Action item: Take the data below and filter it for lines containing the word "controls"; show each line found.

━━ Material for this exercise

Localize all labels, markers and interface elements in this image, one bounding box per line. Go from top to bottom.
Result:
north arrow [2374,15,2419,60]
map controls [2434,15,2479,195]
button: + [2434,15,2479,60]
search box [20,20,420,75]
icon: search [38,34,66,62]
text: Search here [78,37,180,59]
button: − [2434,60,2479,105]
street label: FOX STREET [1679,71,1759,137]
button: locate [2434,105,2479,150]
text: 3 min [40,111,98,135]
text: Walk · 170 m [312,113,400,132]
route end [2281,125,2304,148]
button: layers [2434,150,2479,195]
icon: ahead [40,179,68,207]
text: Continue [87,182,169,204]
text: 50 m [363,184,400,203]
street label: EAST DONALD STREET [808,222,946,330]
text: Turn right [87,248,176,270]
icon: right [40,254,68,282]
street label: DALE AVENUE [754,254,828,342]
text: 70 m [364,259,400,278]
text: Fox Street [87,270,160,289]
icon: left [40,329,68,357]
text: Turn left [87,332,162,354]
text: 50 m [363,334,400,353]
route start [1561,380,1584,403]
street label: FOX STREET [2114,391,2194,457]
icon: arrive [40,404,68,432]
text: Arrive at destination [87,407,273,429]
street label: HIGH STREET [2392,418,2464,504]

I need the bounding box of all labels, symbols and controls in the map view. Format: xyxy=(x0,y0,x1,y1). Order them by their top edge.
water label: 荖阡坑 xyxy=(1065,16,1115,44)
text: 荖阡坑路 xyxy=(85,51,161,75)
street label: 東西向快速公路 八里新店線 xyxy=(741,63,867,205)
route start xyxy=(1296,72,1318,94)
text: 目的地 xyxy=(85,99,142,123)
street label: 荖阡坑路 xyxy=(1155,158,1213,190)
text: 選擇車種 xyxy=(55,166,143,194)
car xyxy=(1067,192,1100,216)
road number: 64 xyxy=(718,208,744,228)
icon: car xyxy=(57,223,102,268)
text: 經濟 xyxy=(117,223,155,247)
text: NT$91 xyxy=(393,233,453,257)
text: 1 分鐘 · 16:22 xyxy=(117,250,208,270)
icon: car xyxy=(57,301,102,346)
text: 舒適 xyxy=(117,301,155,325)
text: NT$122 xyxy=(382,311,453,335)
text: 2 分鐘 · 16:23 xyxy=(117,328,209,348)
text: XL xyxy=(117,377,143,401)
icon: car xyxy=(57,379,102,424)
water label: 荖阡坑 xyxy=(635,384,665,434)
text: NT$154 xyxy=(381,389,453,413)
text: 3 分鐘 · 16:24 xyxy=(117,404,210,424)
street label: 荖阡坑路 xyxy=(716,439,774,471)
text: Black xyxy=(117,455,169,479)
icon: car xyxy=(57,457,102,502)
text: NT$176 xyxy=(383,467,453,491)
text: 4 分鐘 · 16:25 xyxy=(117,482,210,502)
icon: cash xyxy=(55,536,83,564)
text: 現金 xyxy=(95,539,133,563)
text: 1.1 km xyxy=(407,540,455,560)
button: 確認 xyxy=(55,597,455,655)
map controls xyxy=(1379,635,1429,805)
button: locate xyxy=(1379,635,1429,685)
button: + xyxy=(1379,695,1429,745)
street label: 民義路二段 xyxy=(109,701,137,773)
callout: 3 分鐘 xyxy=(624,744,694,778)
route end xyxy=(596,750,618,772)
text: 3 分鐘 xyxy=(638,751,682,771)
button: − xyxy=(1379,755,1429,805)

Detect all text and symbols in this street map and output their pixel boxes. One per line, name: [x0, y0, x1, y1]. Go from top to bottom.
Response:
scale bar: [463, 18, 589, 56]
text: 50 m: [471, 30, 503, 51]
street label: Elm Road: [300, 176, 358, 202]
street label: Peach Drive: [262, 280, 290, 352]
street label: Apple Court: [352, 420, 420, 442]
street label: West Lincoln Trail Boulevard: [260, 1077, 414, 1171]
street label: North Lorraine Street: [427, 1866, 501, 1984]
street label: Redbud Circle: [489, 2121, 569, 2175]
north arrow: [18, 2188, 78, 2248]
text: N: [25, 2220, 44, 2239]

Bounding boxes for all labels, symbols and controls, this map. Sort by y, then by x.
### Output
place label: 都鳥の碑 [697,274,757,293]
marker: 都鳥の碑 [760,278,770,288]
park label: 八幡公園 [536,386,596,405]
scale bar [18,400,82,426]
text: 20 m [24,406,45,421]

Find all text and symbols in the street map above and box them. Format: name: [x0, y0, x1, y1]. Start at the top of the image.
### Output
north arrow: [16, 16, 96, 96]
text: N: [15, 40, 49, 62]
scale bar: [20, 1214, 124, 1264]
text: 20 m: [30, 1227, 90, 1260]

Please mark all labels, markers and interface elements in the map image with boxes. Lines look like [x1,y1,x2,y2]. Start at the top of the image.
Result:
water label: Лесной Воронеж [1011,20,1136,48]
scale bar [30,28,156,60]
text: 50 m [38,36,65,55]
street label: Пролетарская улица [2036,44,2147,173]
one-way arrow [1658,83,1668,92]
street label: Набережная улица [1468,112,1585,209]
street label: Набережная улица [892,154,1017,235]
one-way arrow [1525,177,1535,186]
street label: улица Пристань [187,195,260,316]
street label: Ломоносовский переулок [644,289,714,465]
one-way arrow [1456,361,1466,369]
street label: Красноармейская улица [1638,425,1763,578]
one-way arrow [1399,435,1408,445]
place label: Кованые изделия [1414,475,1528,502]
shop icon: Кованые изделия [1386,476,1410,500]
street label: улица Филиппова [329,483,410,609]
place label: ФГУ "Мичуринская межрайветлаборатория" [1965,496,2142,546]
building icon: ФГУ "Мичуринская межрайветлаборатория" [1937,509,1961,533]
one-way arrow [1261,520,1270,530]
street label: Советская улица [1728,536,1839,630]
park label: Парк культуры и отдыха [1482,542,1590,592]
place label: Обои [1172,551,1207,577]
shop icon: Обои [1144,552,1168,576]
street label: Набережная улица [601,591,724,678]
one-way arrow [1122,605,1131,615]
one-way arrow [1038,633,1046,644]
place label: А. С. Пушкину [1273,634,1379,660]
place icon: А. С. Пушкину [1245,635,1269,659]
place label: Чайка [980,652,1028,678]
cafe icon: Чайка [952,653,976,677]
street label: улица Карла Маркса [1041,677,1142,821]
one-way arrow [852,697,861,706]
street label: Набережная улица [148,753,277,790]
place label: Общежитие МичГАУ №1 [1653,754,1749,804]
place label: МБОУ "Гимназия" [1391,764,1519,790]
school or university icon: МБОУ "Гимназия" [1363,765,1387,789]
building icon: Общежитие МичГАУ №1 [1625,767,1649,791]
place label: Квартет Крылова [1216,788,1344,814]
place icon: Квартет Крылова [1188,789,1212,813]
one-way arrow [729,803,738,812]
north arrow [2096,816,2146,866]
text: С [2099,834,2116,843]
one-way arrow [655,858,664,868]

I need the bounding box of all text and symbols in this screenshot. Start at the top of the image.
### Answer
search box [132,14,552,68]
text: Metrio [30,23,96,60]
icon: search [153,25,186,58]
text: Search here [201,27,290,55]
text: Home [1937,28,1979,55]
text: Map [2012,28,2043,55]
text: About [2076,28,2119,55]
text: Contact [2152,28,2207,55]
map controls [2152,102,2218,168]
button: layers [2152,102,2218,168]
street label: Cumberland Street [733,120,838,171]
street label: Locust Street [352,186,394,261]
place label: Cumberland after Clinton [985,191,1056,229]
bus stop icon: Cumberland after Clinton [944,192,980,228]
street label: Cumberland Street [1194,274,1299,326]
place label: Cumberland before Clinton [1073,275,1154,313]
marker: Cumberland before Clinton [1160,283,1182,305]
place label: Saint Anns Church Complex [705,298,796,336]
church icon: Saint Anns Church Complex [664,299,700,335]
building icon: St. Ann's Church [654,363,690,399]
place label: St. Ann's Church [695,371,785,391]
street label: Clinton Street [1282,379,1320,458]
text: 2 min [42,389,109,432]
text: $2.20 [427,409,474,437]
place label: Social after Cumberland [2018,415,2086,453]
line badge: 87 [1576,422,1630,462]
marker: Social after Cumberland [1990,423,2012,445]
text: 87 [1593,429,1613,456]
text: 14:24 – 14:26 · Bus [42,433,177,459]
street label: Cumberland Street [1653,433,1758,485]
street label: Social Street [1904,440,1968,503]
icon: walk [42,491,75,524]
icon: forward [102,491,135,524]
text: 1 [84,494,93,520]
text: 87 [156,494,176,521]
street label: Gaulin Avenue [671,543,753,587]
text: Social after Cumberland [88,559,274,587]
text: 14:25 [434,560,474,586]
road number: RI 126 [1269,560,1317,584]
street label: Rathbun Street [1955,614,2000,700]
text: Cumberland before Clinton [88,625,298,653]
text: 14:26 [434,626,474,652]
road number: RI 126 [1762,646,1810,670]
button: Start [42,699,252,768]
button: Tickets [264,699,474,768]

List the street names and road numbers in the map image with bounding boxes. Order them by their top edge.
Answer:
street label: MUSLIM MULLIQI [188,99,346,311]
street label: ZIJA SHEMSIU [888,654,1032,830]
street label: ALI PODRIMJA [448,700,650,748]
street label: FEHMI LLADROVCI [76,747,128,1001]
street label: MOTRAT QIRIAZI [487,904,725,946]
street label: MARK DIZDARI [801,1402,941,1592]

━━━━

Written answer:
map controls [2434,15,2479,195]
I need the bounding box of all labels, symbols and controls in the map view. Format: xyxy=(x0,y0,x1,y1). Order them by their top edge.
map controls xyxy=(1379,635,1429,805)
Bounding boxes for all labels, symbols and controls, this map. Sort by y, then by x.
map controls [2152,102,2218,168]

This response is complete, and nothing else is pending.